Thank you for helping us to improve Augur! This document describes:

  • Getting Started

  • Contributing code

    • Running local code changes

    • Testing

    • Releasing

    • Maintaining Bioconda package

    • Continuous integration

  • Contributing documentation

    • Formats (Markdown and reStructuredText)

    • Documentation structure

    • Building documentation

Getting started

To be an effective, productive contributor, please start by reading the Nextstrain contributing guide for useful information about how to pick an issue, submit your contributions, and so on.

This project strictly adheres to the Contributor Covenant Code of Conduct.

Please see the project board for currently available issues.

Contributing code

We currently target compatibility with Python 3.6 and higher. As Python releases new versions, the minimum target compatibility may be increased in the future.

Versions for this project, Augur, from 3.0.0 onwards aim to follow the Semantic Versioning rules.

Running local changes

While you are making code changes, you will want to run augur to see it behavior with those changes. To to test your local changes (without installing them to your system), run the following convenience script from the root of your cloned git repository:

./bin/augur

Note that the ./bin/augur convenience script is not installing augur system-wide with pip.

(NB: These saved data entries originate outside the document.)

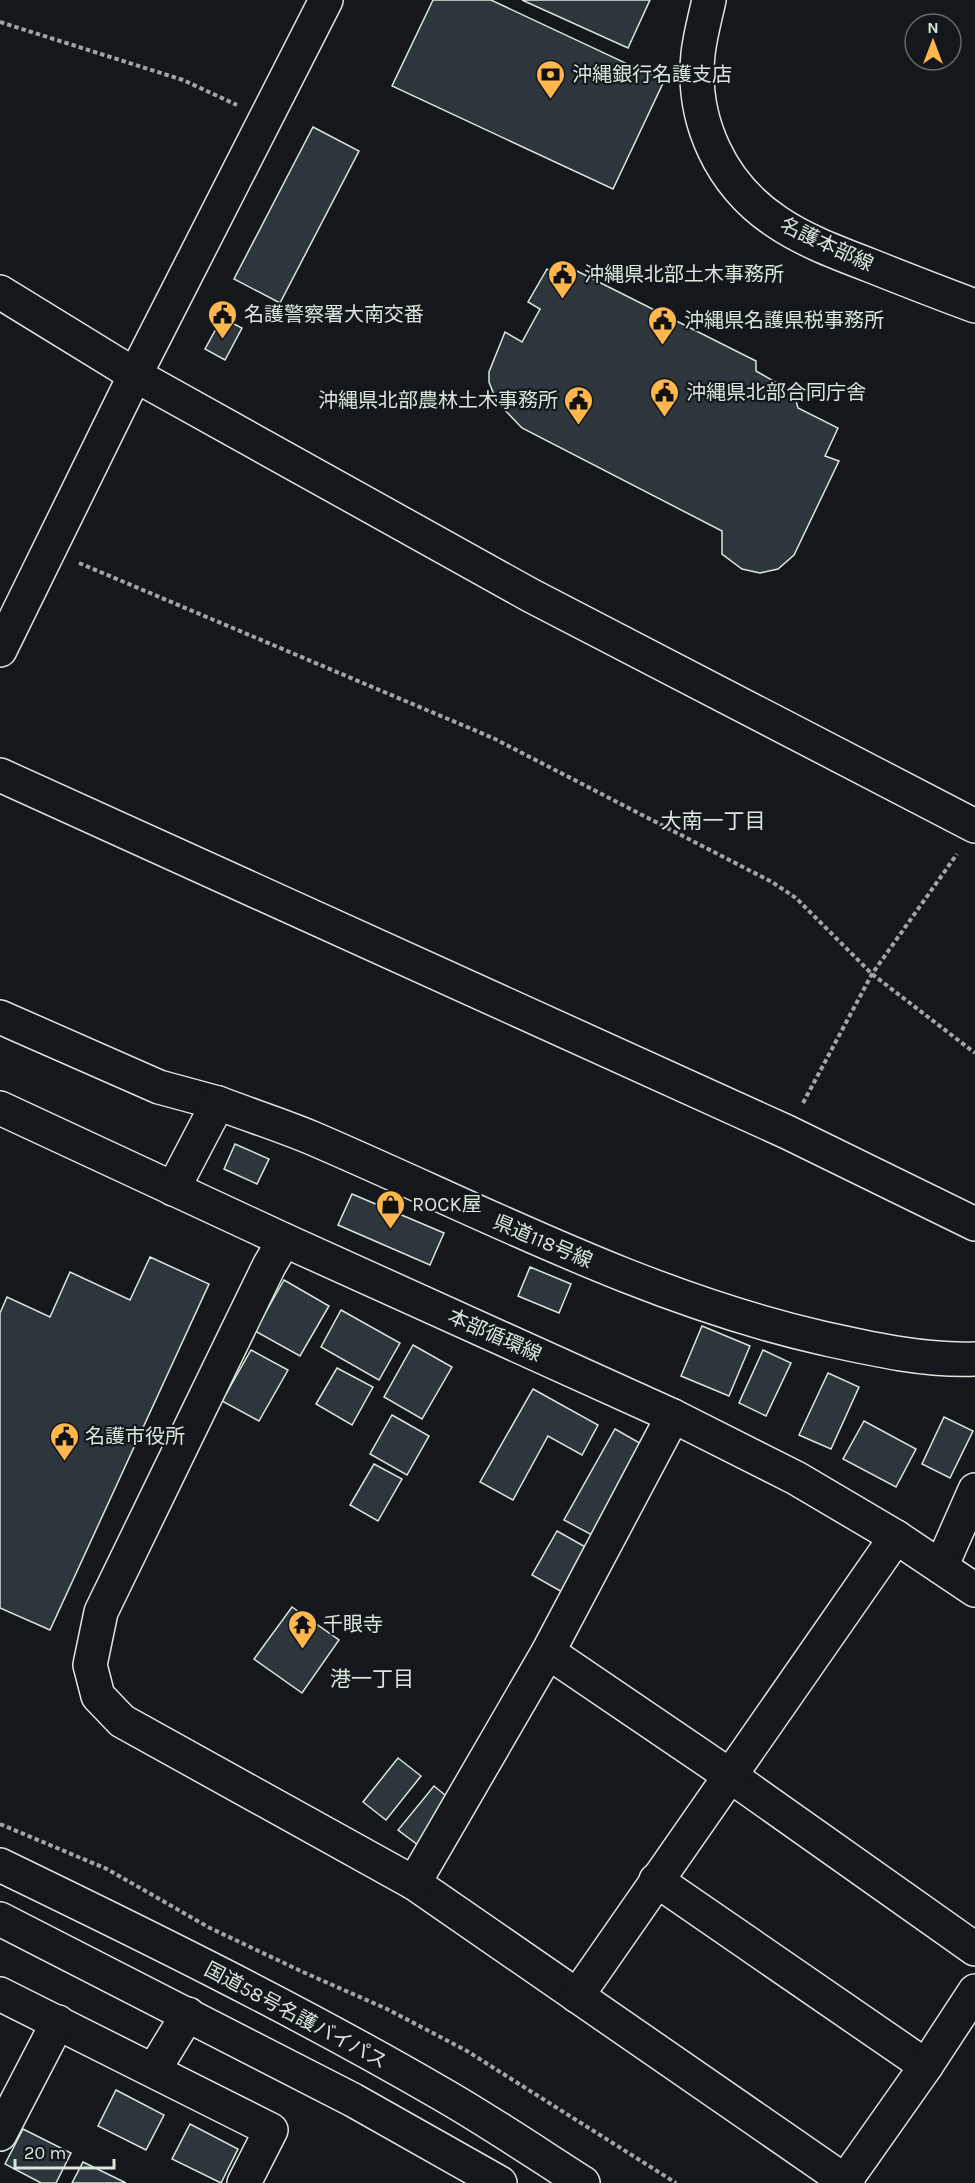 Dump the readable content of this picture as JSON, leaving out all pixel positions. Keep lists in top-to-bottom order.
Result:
{
  "streets": {
    "main road": [
      "名護本部線",
      "県道118号線",
      "本部循環線",
      "国道58号名護バイパス"
    ]
  },
  "districts": ["大南一丁目", "港一丁目"],
  "places": {
    "bank": ["沖縄銀行名護支店"],
    "public building": [
      "沖縄県北部土木事務所",
      "名護警察署大南交番",
      "沖縄県名護県税事務所",
      "沖縄県北部合同庁舎",
      "沖縄県北部農林土木事務所",
      "名護市役所"
    ],
    "shop": ["ROCK屋"],
    "temple": ["千眼寺"]
  },
  "scale_bar": "20 m",
  "north": "top"
}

As an alternative to using the convenience script, you can install augur from source as an editable package so that your global augur command always uses your local source code copy:

pip install -e '.[dev]'

Using an “editable package” is not recommended if you want to be able to compare output from a stable, released version of augur with your development version (e.g. comparing output of augur installed with pip and ./bin/augur from your local source code).

Testing

Writing good tests and running tests helps maintain code quality and eases future refactoring. We use pytest and Cram to test augur. This section will describe briefly:

  • Writing tests

    • Unit tests

    • Doctests

    • Functional tests

  • Running tests

    • Locally

    • Continuous Integration

Writing Tests

It’s good practice to write unit tests for any code contribution. The pytest documentation and Python documentation are good references for unit tests. Augur’s unit tests are located in the tests directory and there is generally one test file for each code file.

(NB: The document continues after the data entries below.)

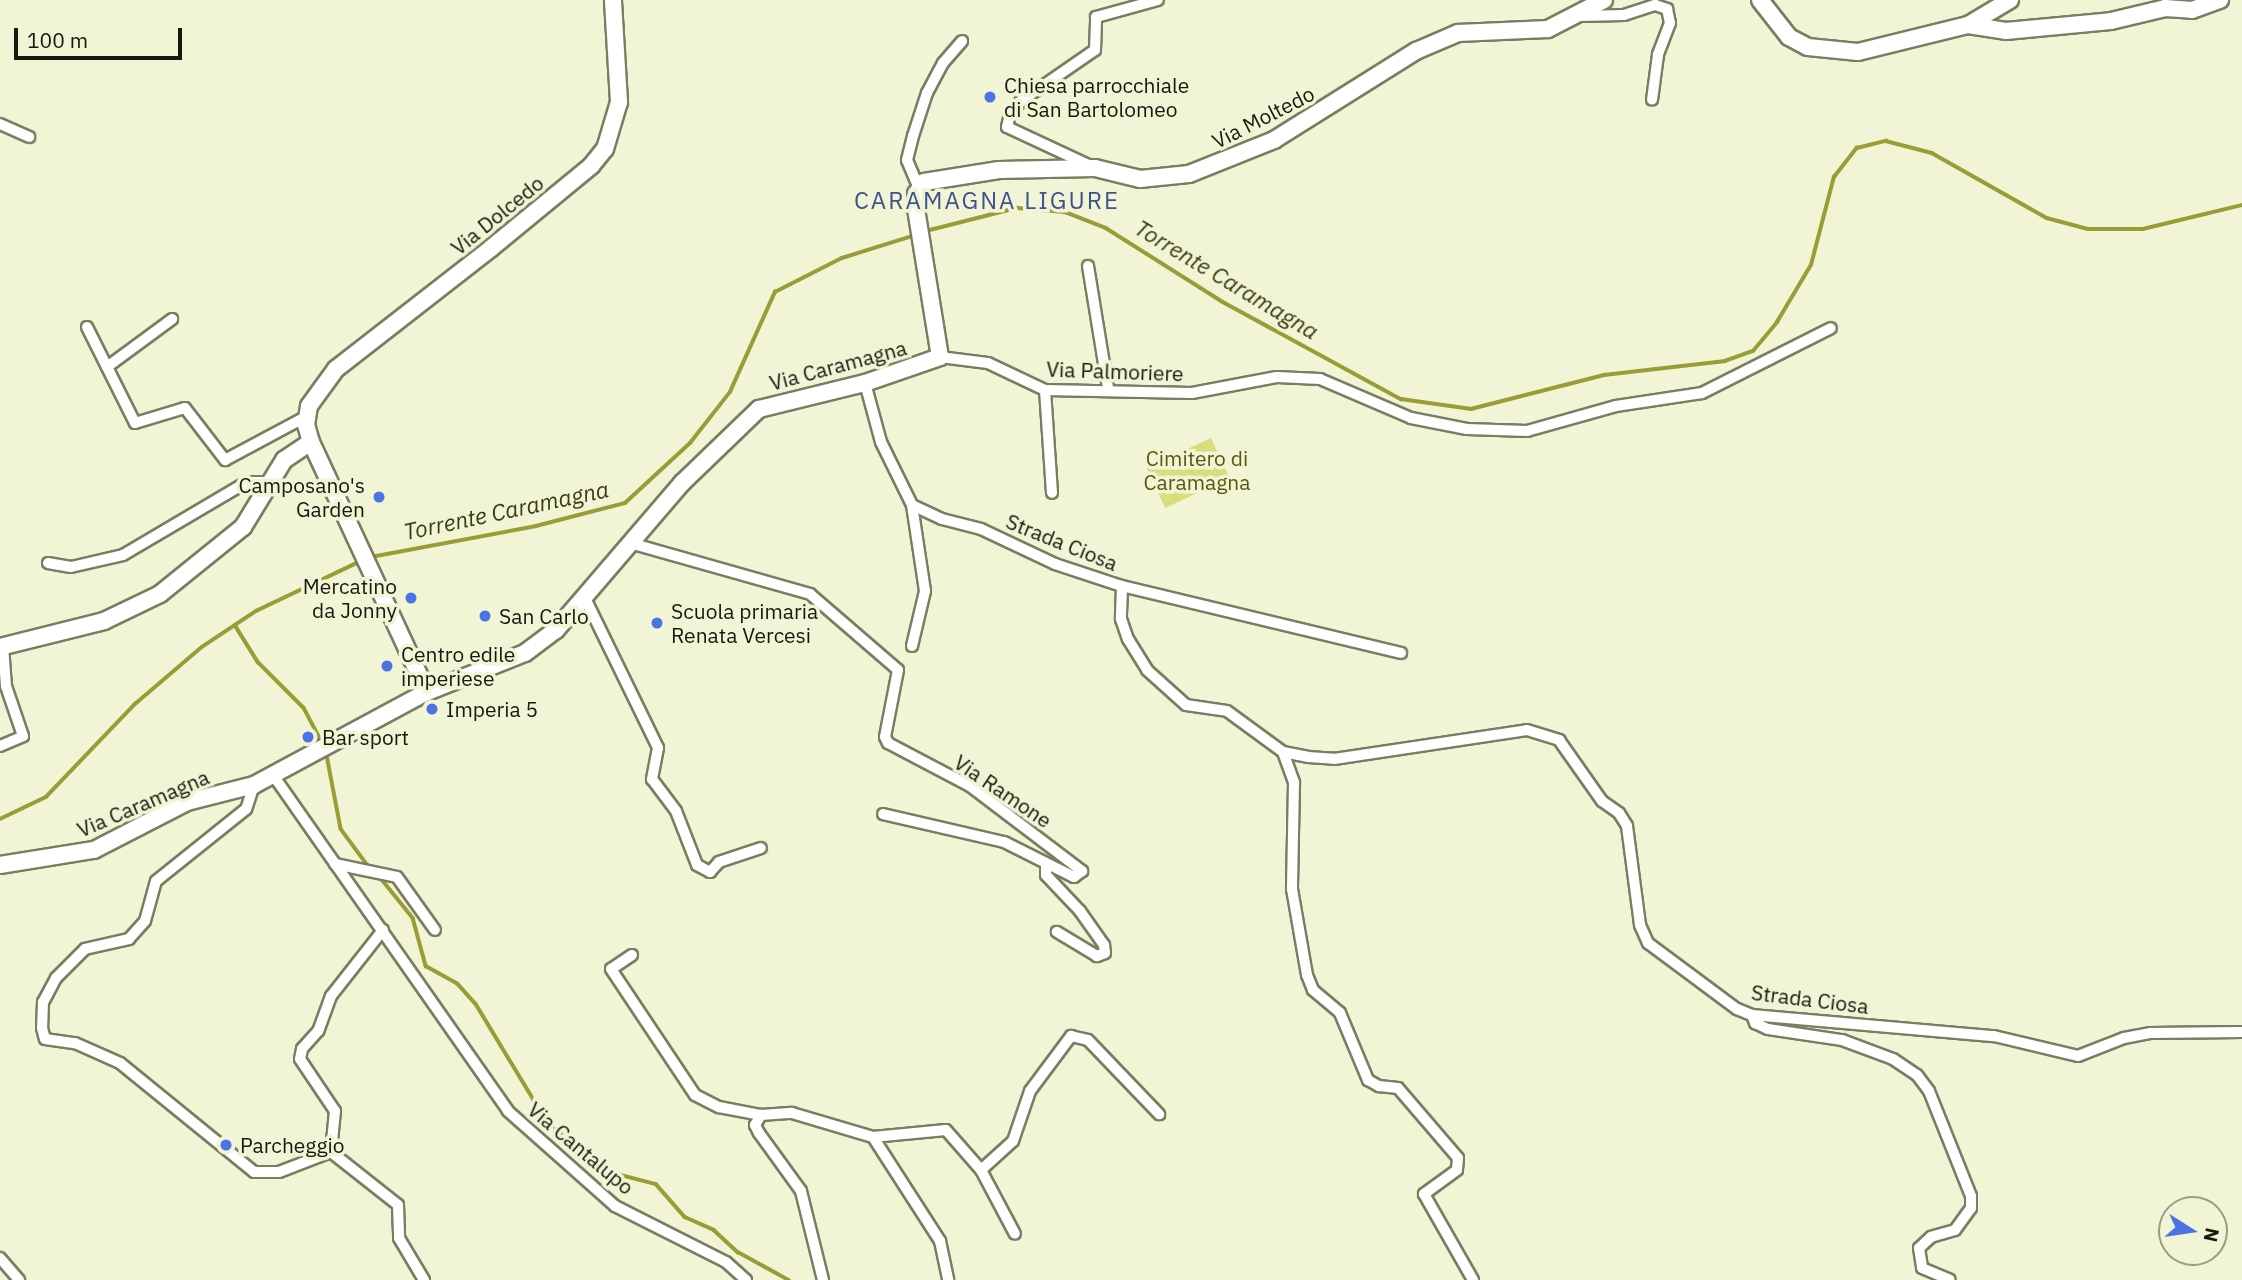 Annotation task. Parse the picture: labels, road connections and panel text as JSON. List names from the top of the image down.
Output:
{
  "streets": {
    "street": [
      "Via Moltedo",
      "Via Dolcedo",
      "Via Caramagna",
      "Via Palmoriere",
      "Strada Ciosa",
      "Via Ramone",
      "Via Cantalupo"
    ]
  },
  "crossings": [
    ["Via Moltedo", "Via Caramagna"],
    ["Via Caramagna", "Via Palmoriere"],
    ["Via Caramagna", "Via Ramone"],
    ["Via Caramagna", "Via Cantalupo"]
  ],
  "districts": ["CARAMAGNA LIGURE"],
  "water": ["Torrente Caramagna"],
  "parks": ["Cimitero di Caramagna"],
  "places": [
    "Chiesa parrocchiale di San Bartolomeo",
    "Camposano's Garden",
    "Mercatino da Jonny",
    "San Carlo",
    "Scuola primaria Renata Vercesi",
    "Centro edile imperiese",
    "Imperia 5",
    "Bar sport",
    "Parcheggio"
  ],
  "scale_bar": "100 m",
  "north": "right"
}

On the other hand, doctests are a type of tests that are written within a module’s docstrings. They can be helpful for testing a real-world example and determining if a regression is introduced in a particular module.

A pull request that contributes new code should always contain unit tests. Optionally, a pull request may also contain doctests if the contributor believes a doctest would improve the documentation and execution of a real world example.

We test augur’s command line interface with functional tests implemented with the Cram framework. These tests complement existing unit tests of individual augur Python functions by running augur commands on the shell and confirming that these commands:

  1. execute without any errors

  2. produce exactly the expected outputs for the given inputs

These tests can reveal bugs resulting from untested internal functions or untested combinations fo internal functions.

Functional tests should either:

  • suitably test a single augur command with an eponymously named Cram file in tests/functional/ (e.g., mask.t for augur mask)

OR

  • test a complete build with augur commands with an appropriately named Cram file in tests/builds/ (e.g., zika.t for the example Zika build)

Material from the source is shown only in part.